Rapid memory encoding in a recurrent network model with behavioral time scale synaptic plasticity

Episodic memories are formed after a single exposure to novel stimuli. The plasticity mechanisms underlying such fast learning still remain largely unknown. Recently, it was shown that cells in area CA1 of the hippocampus of mice could form or shift their place fields after a single traversal of a virtual linear track. In-vivo intracellular recordings in CA1 cells revealed that previously silent inputs from CA3 could be switched on when they occurred within a few seconds of a dendritic plateau potential (PP) in the post-synaptic cell, a phenomenon dubbed Behavioral Time-scale Plasticity (BTSP). A recently developed computational framework for BTSP in which the dynamics of synaptic traces related to the pre-synaptic activity and post-synaptic PP are explicitly modelled, can account for experimental findings.
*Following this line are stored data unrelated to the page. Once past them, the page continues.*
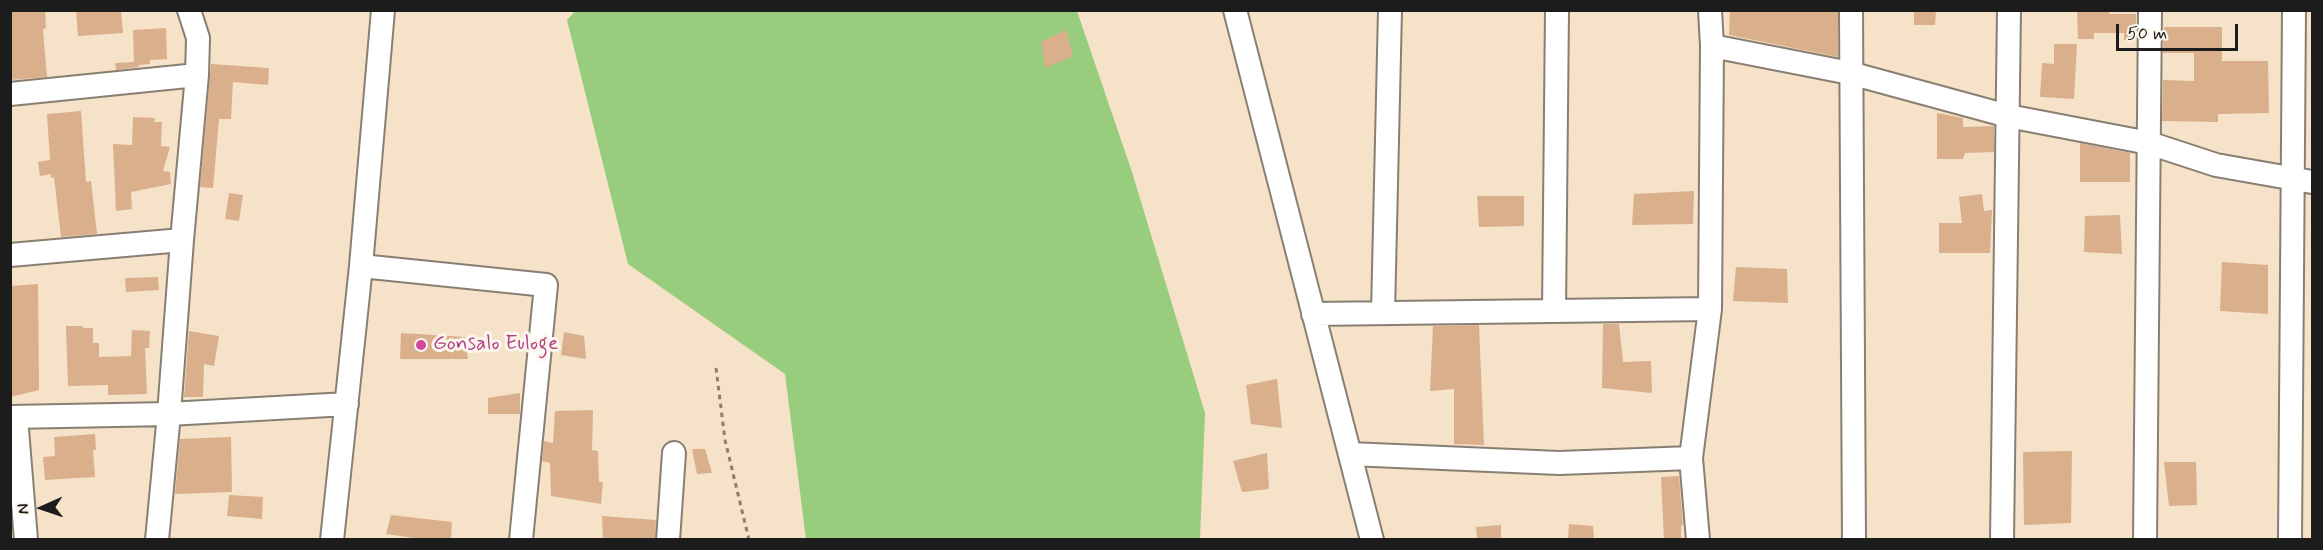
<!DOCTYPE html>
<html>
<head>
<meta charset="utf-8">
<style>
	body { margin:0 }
	#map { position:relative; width:2323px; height:550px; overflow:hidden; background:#f5e2c8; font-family:Mynerve,sans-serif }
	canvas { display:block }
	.frame { position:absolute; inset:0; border:12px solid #1c1c1c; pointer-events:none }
	.north { position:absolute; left:12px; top:478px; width:60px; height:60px; -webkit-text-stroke:4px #fbf7ec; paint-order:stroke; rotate:267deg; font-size:16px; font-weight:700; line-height:24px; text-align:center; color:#1c1c1c }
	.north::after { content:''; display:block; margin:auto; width:21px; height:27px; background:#1c1c1c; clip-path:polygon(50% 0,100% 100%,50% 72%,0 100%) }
	.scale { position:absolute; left:2116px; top:24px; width:122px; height:27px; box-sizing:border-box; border:3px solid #1c1c1c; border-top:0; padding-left:8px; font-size:18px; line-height:21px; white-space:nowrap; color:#1c1c1c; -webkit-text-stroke:4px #fbf7ec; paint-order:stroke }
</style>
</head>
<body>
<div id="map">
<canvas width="2323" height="550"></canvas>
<div class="frame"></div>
<div class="north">N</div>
<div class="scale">50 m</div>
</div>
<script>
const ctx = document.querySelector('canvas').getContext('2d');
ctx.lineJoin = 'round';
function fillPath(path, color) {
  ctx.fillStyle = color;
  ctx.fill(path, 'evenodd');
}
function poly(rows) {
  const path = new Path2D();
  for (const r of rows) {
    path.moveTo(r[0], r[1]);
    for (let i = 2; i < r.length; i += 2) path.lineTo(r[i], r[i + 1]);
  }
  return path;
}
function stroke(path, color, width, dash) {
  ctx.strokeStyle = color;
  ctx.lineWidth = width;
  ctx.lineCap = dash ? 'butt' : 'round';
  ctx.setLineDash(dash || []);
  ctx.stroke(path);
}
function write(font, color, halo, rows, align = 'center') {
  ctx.font = font + ' Mynerve,sans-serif';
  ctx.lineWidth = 6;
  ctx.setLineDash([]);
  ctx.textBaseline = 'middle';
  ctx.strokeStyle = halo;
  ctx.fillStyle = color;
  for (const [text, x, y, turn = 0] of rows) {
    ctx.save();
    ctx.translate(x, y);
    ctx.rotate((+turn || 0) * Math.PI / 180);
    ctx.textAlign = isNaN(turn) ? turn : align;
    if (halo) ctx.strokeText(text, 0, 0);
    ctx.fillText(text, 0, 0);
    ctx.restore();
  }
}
const green = poly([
	[576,10,1077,11,1132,172,1205,413,1200,539,806,539,785,374,628,264,567,20]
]);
const building = poly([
	[45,10,46,28,43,29,47,77,10,80,10,12],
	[76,10,121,10,123,33,78,36],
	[1730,10,1838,10,1838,57,1729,35],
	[1914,10,1936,10,1935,25,1914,25],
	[2077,10,2110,11,2109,14,2136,14,2136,39,2124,40,2124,33,2094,33,2094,39,2078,39],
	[2164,27,2222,27,2222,61,2268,61,2269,113,2218,114,2218,122,2162,121,2163,80,2194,81,2194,53,2163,53],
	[166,28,167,59,150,60,150,64,139,65,139,67,116,70,115,63,134,62,133,30],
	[1066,30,1073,56,1045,68,1041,42],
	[2054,44,2077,44,2074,99,2040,97,2042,63,2054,64],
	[211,64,269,68,268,85,233,82,231,119,219,119,213,188,200,187],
	[81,111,86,182,91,181,97,234,61,237,54,177,51,178,51,174,40,176,38,162,50,160,47,114],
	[1937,113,1963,118,1963,127,1994,126,1994,152,1965,153,1963,159,1937,159],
	[133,117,155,118,154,122,162,122,161,146,170,147,163,171,170,172,171,184,131,192,132,209,116,211,113,144,132,145],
	[2080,143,2130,153,2130,182,2080,182],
	[1694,191,1693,224,1632,225,1634,194],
	[229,193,243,195,239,221,225,219],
	[1982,194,1984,211,1992,210,1990,253,1939,253,1939,223,1962,223,1959,197],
	[1477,196,1524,196,1524,226,1479,227],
	[2120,215,2122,254,2084,252,2085,216],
	[2222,262,2268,265,2268,314,2220,311],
	[1736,267,1787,269,1788,303,1733,301],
	[158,277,159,290,126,292,125,278],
	[38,284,39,390,10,397,10,286],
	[1603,324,1619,324,1623,362,1651,361,1652,393,1602,388],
	[1479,325,1484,445,1454,444,1454,389,1430,391,1433,326],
	[66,326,83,326,83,328,93,328,93,343,99,343,99,357,131,356,132,330,150,331,149,348,145,348,147,394,108,395,108,385,68,386],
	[189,331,219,336,214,366,204,364,203,397,184,397],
	[564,332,584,336,586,359,561,355],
	[401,333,465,337,468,359,400,359],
	[1277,379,1282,428,1251,424,1246,385],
	[520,393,520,414,488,414,488,398],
	[593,410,592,450,598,451,599,482,603,482,601,504,551,496,550,463,542,461,544,441,553,443,555,411],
	[95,434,96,450,93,450,95,477,45,480,43,457,55,456,54,437],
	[231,437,232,492,175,494,180,439],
	[692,449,705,449,712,473,697,474],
	[2072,451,2071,523,2024,525,2023,452],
	[1267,453,1269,489,1242,492,1233,461],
	[2164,462,2196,462,2197,505,2169,506],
	[1679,476,1683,525,1681,526,1681,540,1664,540,1661,477],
	[229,495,263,497,262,519,227,516],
	[391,515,452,522,451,540,428,540,386,534],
	[602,516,656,520,655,540,603,540],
	[1569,524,1593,526,1594,540,1568,540],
	[1501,525,1501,540,1477,540,1476,527]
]);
const path = poly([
	[716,368,725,440,749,540]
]);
const minor = poly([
	[1235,10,1372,540],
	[1851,10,1854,540],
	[1712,46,1850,73,2008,116,2149,143,2216,165,2312,182],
	[10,94,197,75],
	[10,255,182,240],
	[361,266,546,285,521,540],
	[1554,311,1557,10],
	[1383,313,1390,10],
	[1313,314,1710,309],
	[10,417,169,414,347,404],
	[16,417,26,540],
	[1350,454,1559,463,1691,458],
	[157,540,169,414,182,240,197,75,198,38,189,10],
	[332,540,361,266,383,10],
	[668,540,674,453],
	[1698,540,1691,458,1710,309,1712,46,1710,10],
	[2002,540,2009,10],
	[2145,540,2150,10],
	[2290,540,2294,10]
]);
const markers = [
	[421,345,6,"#d1479c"]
];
const hotelNames = [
	["Gonsalo Euloge",433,345]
];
fillPath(green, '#98cd7e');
fillPath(building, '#daaf8c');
stroke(minor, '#887f72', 26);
stroke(path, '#887f72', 3, [4.5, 4.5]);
stroke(minor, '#fff', 22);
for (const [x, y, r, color] of markers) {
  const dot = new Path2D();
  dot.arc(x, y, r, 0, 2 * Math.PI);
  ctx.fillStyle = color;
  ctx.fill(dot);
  stroke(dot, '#fbf7ec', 2);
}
write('21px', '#b23c85', '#fbf7ec', hotelNames, 'left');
</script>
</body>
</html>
Here we show that this model of plasticity can be further simplified to simple map which describes changes to the synaptic weights after a single trial. The map can be solved analytically and provides a quantitative fit to experimental data from CA1. We use a temporally symmetric version of this map to study the storage of a large number of spatial memories in a recurrent network, such as CA3. Specifically, the simplicity of the map allows us to calculate the correlation of the synaptic weight matrix with any given past environment analytically. We show that the calculated memory trace can be used to predict the emergence and stability of bump attractors in a high dimensional neural network model endowed with BTSP.